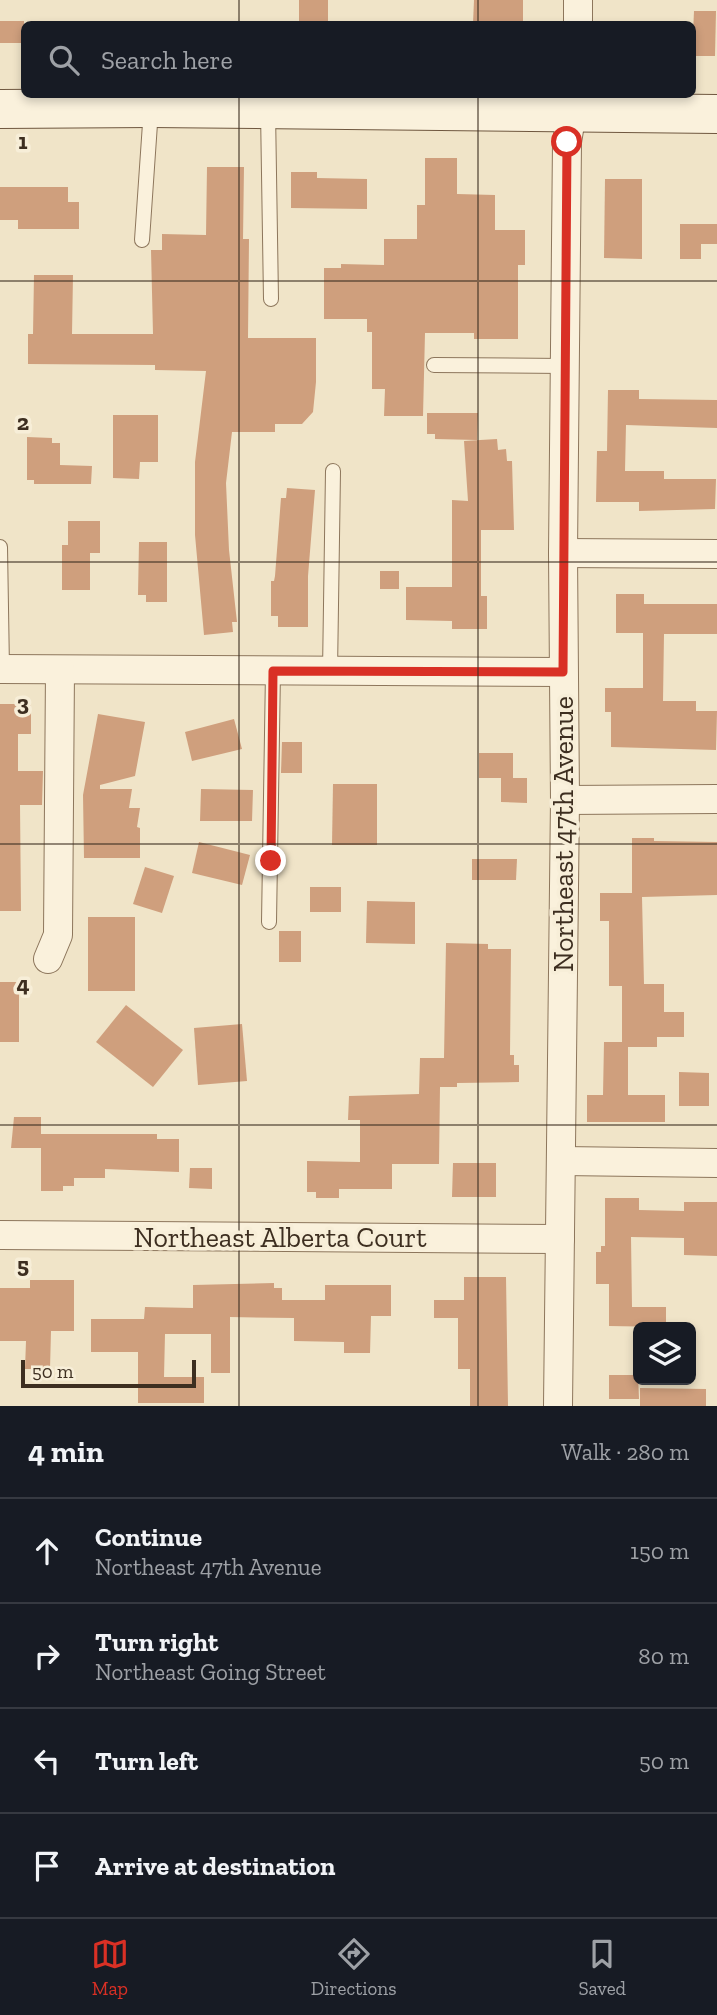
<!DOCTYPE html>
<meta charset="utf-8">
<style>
body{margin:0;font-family:"Zilla Slab",serif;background:#20242c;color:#f1f3f6}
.controls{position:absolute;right:21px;bottom:21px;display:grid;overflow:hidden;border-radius:10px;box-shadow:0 4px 10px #0003}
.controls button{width:63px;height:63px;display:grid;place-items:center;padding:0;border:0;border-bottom:2px solid #363941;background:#171b24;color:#f1f3f6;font:35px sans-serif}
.scale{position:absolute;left:21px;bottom:18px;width:175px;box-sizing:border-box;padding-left:7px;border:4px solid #3d2e20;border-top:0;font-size:19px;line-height:24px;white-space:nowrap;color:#3d2e20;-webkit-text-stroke:5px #f7eed8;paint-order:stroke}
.stop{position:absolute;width:21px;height:21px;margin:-16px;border:5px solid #d93025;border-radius:50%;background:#fff}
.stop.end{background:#d93025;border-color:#fff;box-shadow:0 2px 7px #0008}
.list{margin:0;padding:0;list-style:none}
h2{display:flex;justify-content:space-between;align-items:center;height:91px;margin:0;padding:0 28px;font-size:30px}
h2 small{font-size:23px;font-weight:400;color:#9ea1a6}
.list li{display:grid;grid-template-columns:46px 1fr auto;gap:21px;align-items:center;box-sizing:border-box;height:105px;padding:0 28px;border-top:2px solid #363941}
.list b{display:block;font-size:26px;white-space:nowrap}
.list p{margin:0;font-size:23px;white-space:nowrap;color:#9ea1a6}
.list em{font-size:23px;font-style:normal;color:#9ea1a6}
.icon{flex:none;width:38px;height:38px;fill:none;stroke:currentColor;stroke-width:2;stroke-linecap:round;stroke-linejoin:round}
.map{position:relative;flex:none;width:717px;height:1406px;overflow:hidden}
.search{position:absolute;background:#171b24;box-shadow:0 4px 10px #0003;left:21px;right:21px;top:21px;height:77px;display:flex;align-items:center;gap:18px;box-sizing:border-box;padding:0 24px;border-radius:10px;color:#9ea1a6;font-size:26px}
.sheet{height:511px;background:#171b24}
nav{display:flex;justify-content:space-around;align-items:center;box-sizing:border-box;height:98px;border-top:2px solid #363941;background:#171b24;font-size:19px;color:#9ea1a6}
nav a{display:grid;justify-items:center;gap:4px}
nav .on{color:#d93025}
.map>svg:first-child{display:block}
</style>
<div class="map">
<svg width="717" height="1406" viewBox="0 0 717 1406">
<rect width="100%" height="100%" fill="#f0e4c8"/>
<!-- building -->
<g fill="#cf9f7d">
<rect x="299" y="0" width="29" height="24"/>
<polygon points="474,0 523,0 523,24 473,24"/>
<polygon points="694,11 716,11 715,56 692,56"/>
<rect x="0" y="21" width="24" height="22"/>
<polygon points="425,158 457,158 457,194 495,195 495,230 525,230 525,265 518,265 518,339 474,339 474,333 425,333 423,416 384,416 385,389 372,389 372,332 367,332 367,319 324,319 324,268 341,268 341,264 384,265 384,239 417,239 417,205 425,205"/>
<polygon points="207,167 244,167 243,239 249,239 248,338 316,338 316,382 313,412 302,424 275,424 275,432 232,432 226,483 229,550 237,622 232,622 233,632 204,635 195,535 195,462 206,371 155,370 155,365 28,364 28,334 33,334 34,275 73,275 72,334 153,334 151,250 162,250 162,234 206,235"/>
<polygon points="291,172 317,172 317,178 367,179 367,209 291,208"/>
<polygon points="605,179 642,179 642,259 604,258"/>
<polygon points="0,187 68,187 68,202 79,202 79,229 18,229 18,220 0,220"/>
<polygon points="680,224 717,224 717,244 701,244 701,259 680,259"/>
<polygon points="608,390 639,390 639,399 717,400 717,428 626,425 625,471 664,471 664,479 716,479 715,509 639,511 639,502 596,502 597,451 607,451"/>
<polygon points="427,413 478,413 477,440 435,439 435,434 427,434"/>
<polygon points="113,415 158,415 158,462 140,462 139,479 113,478"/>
<polygon points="27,437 52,438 52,443 60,443 60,465 92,466 91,484 34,484 34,480 27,480"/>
<polygon points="497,439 498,450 506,449 507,461 512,461 514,530 481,530 481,596 487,596 487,629 452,629 452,621 406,620 406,587 452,587 452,500 468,501 464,441"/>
<polygon points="287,488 315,490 308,576 308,627 278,627 278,616 271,616 271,581 274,581 275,576 281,498 286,498"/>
<polygon points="68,521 100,521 100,553 90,553 90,590 62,590 62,545 68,545"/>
<polygon points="139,542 167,542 167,602 146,602 146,595 138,595"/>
<rect x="380" y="571" width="19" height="18"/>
<polygon points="616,594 644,594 644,604 717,604 717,634 664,634 663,701 696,701 696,711 717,711 716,750 611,747 611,712 605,712 605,688 643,688 643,633 616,633"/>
<polygon points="0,704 31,704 31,734 18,734 18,771 43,771 42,805 20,805 21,911 0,911"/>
<polygon points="98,714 145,722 135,776 100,785 100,789 132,789 129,808 140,808 137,827 140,828 140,858 84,858 83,795"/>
<polygon points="234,719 242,749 192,761 185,732"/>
<polygon points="282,742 302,742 302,773 281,773"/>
<polygon points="479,753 513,753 513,778 527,778 527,803 501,802 501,778 479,778"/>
<polygon points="333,784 377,784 377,845 332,845"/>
<polygon points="201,789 253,790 252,821 200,821"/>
<polygon points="632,838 654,838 654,841 717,842 717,895 642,897 644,984 664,984 664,1012 684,1012 684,1037 657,1037 657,1047 628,1047 628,1095 665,1095 665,1122 587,1122 587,1095 603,1095 604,1042 622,1042 622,986 609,986 609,921 600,921 600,893 632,893"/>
<polygon points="199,842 250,855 242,885 192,873"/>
<polygon points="472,859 517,859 516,880 472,880"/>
<polygon points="145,867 174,876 162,913 133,904"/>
<rect x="310" y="887" width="31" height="25"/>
<polygon points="367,901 415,902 415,944 366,943"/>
<rect x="88" y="917" width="47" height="74"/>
<rect x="279" y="931" width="22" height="31"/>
<polygon points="446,943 488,944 488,949 511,949 510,1055 514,1055 514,1065 519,1065 519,1082 457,1083 457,1087 440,1087 439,1164 392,1164 392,1189 339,1189 339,1198 316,1198 316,1192 307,1192 307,1161 360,1162 360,1120 348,1120 349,1096 419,1094 420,1058 444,1058"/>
<rect x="0" y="982" width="19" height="60"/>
<polygon points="126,1005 183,1050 153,1087 96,1042"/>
<polygon points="242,1024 247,1081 198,1085 194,1028"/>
<polygon points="679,1072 709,1073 709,1106 679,1106"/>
<polygon points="14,1117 41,1117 41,1148 11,1148"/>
<polygon points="41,1134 157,1134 157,1139 179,1139 179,1172 105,1169 105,1178 74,1178 74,1186 63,1186 63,1191 41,1191"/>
<polygon points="453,1163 496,1163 496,1197 452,1197"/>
<polygon points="190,1168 212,1168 212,1189 189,1188"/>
<polygon points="605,1198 639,1198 639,1210 684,1211 684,1202 717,1202 717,1256 684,1255 684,1238 631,1237 632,1307 666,1307 666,1327 609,1326 609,1284 596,1284 596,1252 601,1252 601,1246 605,1246"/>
<polygon points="464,1277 506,1277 508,1406 470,1406 470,1369 458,1369 458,1318 434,1318 434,1300 464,1300"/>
<polygon points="30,1280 74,1280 74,1331 51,1331 50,1369 25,1369 26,1341 0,1341 0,1288 30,1288"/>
<polygon points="274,1283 274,1288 282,1288 282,1300 325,1300 325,1285 391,1285 391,1316 371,1316 370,1353 344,1353 344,1342 294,1341 294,1318 230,1317 230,1373 211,1373 211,1334 165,1334 164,1377 204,1377 204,1403 138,1403 138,1352 91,1352 91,1319 144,1319 145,1307 193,1308 193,1285"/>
<polygon points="609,1375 638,1375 639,1399 609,1399"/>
<polygon points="640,1388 706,1389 706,1406 640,1406"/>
</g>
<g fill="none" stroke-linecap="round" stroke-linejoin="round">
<defs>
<g id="lane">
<polyline points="268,111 271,299"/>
<polyline points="142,240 151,109"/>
<polyline points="434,365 565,366"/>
<polyline points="0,547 2,669"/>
<polyline points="330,672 333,471"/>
<polyline points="269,922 273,671"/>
</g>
<g id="street">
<polyline points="578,24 578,0"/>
<polyline points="563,553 717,554"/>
<polyline points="0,669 563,672"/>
<polyline points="565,800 717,799"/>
<polyline points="48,959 58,935 60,670"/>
<polyline points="562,1161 717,1163"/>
<polyline points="0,1235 560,1239"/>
<polyline points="558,1406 565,800 563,553 567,142 575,94"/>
</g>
<polyline id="secondary" points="0,109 151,108 717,114"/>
</defs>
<!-- lane casing -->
<use href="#lane" stroke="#8d765c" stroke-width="16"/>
<!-- street casing -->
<use href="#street" stroke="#8d765c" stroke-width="30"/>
<!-- secondary casing -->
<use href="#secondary" stroke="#6f573f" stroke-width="40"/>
<!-- lane -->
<use href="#lane" stroke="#faf1dc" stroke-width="14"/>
<!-- street -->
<use href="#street" stroke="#faf1dc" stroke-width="28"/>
<!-- secondary -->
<use href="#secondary" stroke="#faf1dc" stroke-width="38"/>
</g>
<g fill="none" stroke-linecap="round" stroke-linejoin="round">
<!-- route -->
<polyline stroke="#d93025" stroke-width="9" points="271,861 273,671 563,672 567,142"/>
</g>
<!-- grid -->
<path fill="none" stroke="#3d2e20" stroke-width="2" stroke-opacity="0.55" d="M 239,0 L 239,24M 478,0 L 478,24M 239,94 L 239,1406M 478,94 L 478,1406M 0,281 L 717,281M 0,562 L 717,562M 0,844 L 717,844M 0,1125 L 717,1125"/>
<g text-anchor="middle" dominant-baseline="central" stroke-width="7" stroke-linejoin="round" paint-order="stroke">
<!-- street labels -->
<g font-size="28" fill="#3d2e20" stroke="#f7eed8">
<text transform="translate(563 834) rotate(-90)">Northeast 47th Avenue</text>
<text x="280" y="1237">Northeast Alberta Court</text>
</g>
</g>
<g font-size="23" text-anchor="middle" font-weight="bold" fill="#3d2e20" stroke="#f7eed8" stroke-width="7" stroke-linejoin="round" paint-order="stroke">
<text x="23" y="149">1</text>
<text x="23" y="430">2</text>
<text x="23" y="711">3</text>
<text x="23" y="992">4</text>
<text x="23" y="1273">5</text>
</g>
</svg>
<div class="controls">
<button><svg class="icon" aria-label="layers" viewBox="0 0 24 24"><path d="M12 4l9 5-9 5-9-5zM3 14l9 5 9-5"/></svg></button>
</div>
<div class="scale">50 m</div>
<div class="stop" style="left:567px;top:142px"></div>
<div class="stop end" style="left:271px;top:861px"></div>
<div class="search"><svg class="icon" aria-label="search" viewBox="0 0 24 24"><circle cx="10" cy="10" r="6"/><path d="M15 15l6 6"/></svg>Search here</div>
</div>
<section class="sheet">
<h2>4 min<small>Walk · 280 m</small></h2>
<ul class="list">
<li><svg class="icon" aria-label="ahead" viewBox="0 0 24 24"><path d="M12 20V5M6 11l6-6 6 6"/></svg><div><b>Continue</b><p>Northeast 47th Avenue</p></div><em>150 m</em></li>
<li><svg class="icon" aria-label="right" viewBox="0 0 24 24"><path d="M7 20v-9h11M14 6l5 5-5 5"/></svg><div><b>Turn right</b><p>Northeast Going Street</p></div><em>80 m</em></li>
<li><svg class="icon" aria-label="left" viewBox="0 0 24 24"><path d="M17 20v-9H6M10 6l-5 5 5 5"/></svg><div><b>Turn left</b></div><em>50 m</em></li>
<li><svg class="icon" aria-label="arrive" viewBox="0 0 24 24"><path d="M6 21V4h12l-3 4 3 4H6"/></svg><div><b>Arrive at destination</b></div></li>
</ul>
</section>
<nav>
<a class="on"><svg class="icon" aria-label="map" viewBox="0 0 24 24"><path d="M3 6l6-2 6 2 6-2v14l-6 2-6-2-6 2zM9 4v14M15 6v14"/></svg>Map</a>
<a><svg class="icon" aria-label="directions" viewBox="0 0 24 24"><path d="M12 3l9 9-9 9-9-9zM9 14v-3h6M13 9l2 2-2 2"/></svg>Directions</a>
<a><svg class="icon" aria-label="saved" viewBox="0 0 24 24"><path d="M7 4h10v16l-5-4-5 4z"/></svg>Saved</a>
</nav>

* **Problem to work on**
Retrieve each line from the records above where the word "solid" occurs.

* **Answer to the exercise**
.controls button{width:63px;height:63px;display:grid;place-items:center;padding:0;border:0;border-bottom:2px solid #363941;background:#171b24;color:#f1f3f6;font:35px sans-serif}
.scale{position:absolute;left:21px;bottom:18px;width:175px;box-sizing:border-box;padding-left:7px;border:4px solid #3d2e20;border-top:0;font-size:19px;line-height:24px;white-space:nowrap;color:#3d2e20;-webkit-text-stroke:5px #f7eed8;paint-order:stroke}
.stop{position:absolute;width:21px;height:21px;margin:-16px;border:5px solid #d93025;border-radius:50%;background:#fff}
.list li{display:grid;grid-template-columns:46px 1fr auto;gap:21px;align-items:center;box-sizing:border-box;height:105px;padding:0 28px;border-top:2px solid #363941}
nav{display:flex;justify-content:space-around;align-items:center;box-sizing:border-box;height:98px;border-top:2px solid #363941;background:#171b24;font-size:19px;color:#9ea1a6}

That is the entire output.